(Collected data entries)
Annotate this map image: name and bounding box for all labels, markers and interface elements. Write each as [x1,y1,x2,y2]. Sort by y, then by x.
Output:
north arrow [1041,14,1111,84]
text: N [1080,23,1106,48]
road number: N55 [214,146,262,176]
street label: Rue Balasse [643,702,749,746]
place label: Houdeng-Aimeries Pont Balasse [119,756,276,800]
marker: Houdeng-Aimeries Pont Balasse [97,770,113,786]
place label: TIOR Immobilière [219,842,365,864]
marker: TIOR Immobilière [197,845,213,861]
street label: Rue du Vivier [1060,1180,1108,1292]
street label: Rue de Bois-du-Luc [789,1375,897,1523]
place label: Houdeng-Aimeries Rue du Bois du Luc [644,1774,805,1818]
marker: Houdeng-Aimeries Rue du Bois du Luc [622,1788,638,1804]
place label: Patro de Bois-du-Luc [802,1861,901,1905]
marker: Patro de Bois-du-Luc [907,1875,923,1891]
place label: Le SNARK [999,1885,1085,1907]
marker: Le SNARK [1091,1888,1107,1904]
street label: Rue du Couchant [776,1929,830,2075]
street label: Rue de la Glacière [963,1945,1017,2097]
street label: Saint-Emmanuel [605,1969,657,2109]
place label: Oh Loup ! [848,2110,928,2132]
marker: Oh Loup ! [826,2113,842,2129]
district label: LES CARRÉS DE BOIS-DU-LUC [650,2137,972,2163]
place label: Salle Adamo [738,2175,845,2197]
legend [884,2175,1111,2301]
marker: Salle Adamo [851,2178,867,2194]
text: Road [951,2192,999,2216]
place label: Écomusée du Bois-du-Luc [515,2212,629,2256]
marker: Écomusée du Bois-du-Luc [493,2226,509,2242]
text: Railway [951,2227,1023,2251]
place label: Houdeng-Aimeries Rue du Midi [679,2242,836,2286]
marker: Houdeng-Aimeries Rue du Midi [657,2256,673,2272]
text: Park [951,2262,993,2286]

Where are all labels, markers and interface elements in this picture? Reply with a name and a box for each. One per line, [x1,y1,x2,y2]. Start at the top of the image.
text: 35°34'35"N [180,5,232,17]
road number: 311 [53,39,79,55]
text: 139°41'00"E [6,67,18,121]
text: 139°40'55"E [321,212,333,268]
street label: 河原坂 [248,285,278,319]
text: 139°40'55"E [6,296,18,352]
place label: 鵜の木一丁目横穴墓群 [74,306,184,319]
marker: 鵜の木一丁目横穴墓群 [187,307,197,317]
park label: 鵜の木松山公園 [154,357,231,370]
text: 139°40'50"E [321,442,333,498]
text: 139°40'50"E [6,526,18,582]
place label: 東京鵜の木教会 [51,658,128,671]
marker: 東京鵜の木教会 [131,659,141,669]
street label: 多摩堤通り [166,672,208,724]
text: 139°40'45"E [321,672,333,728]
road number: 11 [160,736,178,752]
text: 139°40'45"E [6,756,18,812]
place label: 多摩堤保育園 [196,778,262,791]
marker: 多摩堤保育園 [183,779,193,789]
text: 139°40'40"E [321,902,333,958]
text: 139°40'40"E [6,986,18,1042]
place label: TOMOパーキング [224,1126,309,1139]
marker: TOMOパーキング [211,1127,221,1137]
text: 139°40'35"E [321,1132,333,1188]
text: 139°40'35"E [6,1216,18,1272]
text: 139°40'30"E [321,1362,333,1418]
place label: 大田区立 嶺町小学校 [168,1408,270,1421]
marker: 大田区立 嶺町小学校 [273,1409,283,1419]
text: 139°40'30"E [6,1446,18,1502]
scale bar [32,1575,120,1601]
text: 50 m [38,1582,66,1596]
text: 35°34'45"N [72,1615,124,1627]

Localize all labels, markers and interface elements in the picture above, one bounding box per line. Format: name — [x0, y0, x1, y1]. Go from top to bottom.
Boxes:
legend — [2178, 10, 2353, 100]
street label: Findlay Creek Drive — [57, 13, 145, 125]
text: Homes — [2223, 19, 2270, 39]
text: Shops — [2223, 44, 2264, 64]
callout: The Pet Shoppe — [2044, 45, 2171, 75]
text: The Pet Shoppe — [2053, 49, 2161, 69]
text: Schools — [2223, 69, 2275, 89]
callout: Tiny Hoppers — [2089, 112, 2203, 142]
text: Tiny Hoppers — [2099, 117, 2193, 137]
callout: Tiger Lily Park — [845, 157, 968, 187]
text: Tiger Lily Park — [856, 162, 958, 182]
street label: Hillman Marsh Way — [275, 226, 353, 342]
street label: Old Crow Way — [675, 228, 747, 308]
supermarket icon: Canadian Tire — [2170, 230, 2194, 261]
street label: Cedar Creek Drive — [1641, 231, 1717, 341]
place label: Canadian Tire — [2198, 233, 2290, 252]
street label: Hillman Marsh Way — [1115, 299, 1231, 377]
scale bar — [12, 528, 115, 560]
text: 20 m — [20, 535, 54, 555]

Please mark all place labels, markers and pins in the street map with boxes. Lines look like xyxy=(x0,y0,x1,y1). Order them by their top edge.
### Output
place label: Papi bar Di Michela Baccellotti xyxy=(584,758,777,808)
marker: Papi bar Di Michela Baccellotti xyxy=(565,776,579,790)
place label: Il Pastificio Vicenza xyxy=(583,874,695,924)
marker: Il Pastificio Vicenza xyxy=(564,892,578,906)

### PROBLEM REQUIREMENTS
An exact transcription of all the records is needed.

### REPLY
Annotate this map image: name and bounding box for all labels, markers and interface elements. Write each as [x1,y1,x2,y2]. Sort by y, then by x.
Output:
north arrow [1041,14,1111,84]
text: N [1080,23,1106,48]
road number: N55 [214,146,262,176]
street label: Rue Balasse [643,702,749,746]
place label: Houdeng-Aimeries Pont Balasse [119,756,276,800]
marker: Houdeng-Aimeries Pont Balasse [97,770,113,786]
place label: TIOR Immobilière [219,842,365,864]
marker: TIOR Immobilière [197,845,213,861]
street label: Rue du Vivier [1060,1180,1108,1292]
street label: Rue de Bois-du-Luc [789,1375,897,1523]
place label: Houdeng-Aimeries Rue du Bois du Luc [644,1774,805,1818]
marker: Houdeng-Aimeries Rue du Bois du Luc [622,1788,638,1804]
place label: Patro de Bois-du-Luc [802,1861,901,1905]
marker: Patro de Bois-du-Luc [907,1875,923,1891]
place label: Le SNARK [999,1885,1085,1907]
marker: Le SNARK [1091,1888,1107,1904]
street label: Rue du Couchant [776,1929,830,2075]
street label: Rue de la Glacière [963,1945,1017,2097]
street label: Saint-Emmanuel [605,1969,657,2109]
place label: Oh Loup ! [848,2110,928,2132]
marker: Oh Loup ! [826,2113,842,2129]
district label: LES CARRÉS DE BOIS-DU-LUC [650,2137,972,2163]
place label: Salle Adamo [738,2175,845,2197]
legend [884,2175,1111,2301]
marker: Salle Adamo [851,2178,867,2194]
text: Road [951,2192,999,2216]
place label: Écomusée du Bois-du-Luc [515,2212,629,2256]
marker: Écomusée du Bois-du-Luc [493,2226,509,2242]
text: Railway [951,2227,1023,2251]
place label: Houdeng-Aimeries Rue du Midi [679,2242,836,2286]
marker: Houdeng-Aimeries Rue du Midi [657,2256,673,2272]
text: Park [951,2262,993,2286]

Where are all labels, markers and interface elements in this picture? Reply with a name and a box for each. One per line, [x1,y1,x2,y2]. Start at the top of the image.
text: 35°34'35"N [180,5,232,17]
road number: 311 [53,39,79,55]
text: 139°41'00"E [6,67,18,121]
text: 139°40'55"E [321,212,333,268]
street label: 河原坂 [248,285,278,319]
text: 139°40'55"E [6,296,18,352]
place label: 鵜の木一丁目横穴墓群 [74,306,184,319]
marker: 鵜の木一丁目横穴墓群 [187,307,197,317]
park label: 鵜の木松山公園 [154,357,231,370]
text: 139°40'50"E [321,442,333,498]
text: 139°40'50"E [6,526,18,582]
place label: 東京鵜の木教会 [51,658,128,671]
marker: 東京鵜の木教会 [131,659,141,669]
street label: 多摩堤通り [166,672,208,724]
text: 139°40'45"E [321,672,333,728]
road number: 11 [160,736,178,752]
text: 139°40'45"E [6,756,18,812]
place label: 多摩堤保育園 [196,778,262,791]
marker: 多摩堤保育園 [183,779,193,789]
text: 139°40'40"E [321,902,333,958]
text: 139°40'40"E [6,986,18,1042]
place label: TOMOパーキング [224,1126,309,1139]
marker: TOMOパーキング [211,1127,221,1137]
text: 139°40'35"E [321,1132,333,1188]
text: 139°40'35"E [6,1216,18,1272]
text: 139°40'30"E [321,1362,333,1418]
place label: 大田区立 嶺町小学校 [168,1408,270,1421]
marker: 大田区立 嶺町小学校 [273,1409,283,1419]
text: 139°40'30"E [6,1446,18,1502]
scale bar [32,1575,120,1601]
text: 50 m [38,1582,66,1596]
text: 35°34'45"N [72,1615,124,1627]

Localize all labels, markers and interface elements in the picture above, one bounding box per line. Format: name — [x0, y0, x1, y1]. Go from top to bottom.
Boxes:
legend — [2178, 10, 2353, 100]
street label: Findlay Creek Drive — [57, 13, 145, 125]
text: Homes — [2223, 19, 2270, 39]
text: Shops — [2223, 44, 2264, 64]
callout: The Pet Shoppe — [2044, 45, 2171, 75]
text: The Pet Shoppe — [2053, 49, 2161, 69]
text: Schools — [2223, 69, 2275, 89]
callout: Tiny Hoppers — [2089, 112, 2203, 142]
text: Tiny Hoppers — [2099, 117, 2193, 137]
callout: Tiger Lily Park — [845, 157, 968, 187]
text: Tiger Lily Park — [856, 162, 958, 182]
street label: Hillman Marsh Way — [275, 226, 353, 342]
street label: Old Crow Way — [675, 228, 747, 308]
supermarket icon: Canadian Tire — [2170, 230, 2194, 261]
street label: Cedar Creek Drive — [1641, 231, 1717, 341]
place label: Canadian Tire — [2198, 233, 2290, 252]
street label: Hillman Marsh Way — [1115, 299, 1231, 377]
scale bar — [12, 528, 115, 560]
text: 20 m — [20, 535, 54, 555]

Please mark all place labels, markers and pins in the street map with boxes. Lines look like xyxy=(x0,y0,x1,y1). Order them by their top edge.
### Output
place label: Papi bar Di Michela Baccellotti xyxy=(584,758,777,808)
marker: Papi bar Di Michela Baccellotti xyxy=(565,776,579,790)
place label: Il Pastificio Vicenza xyxy=(583,874,695,924)
marker: Il Pastificio Vicenza xyxy=(564,892,578,906)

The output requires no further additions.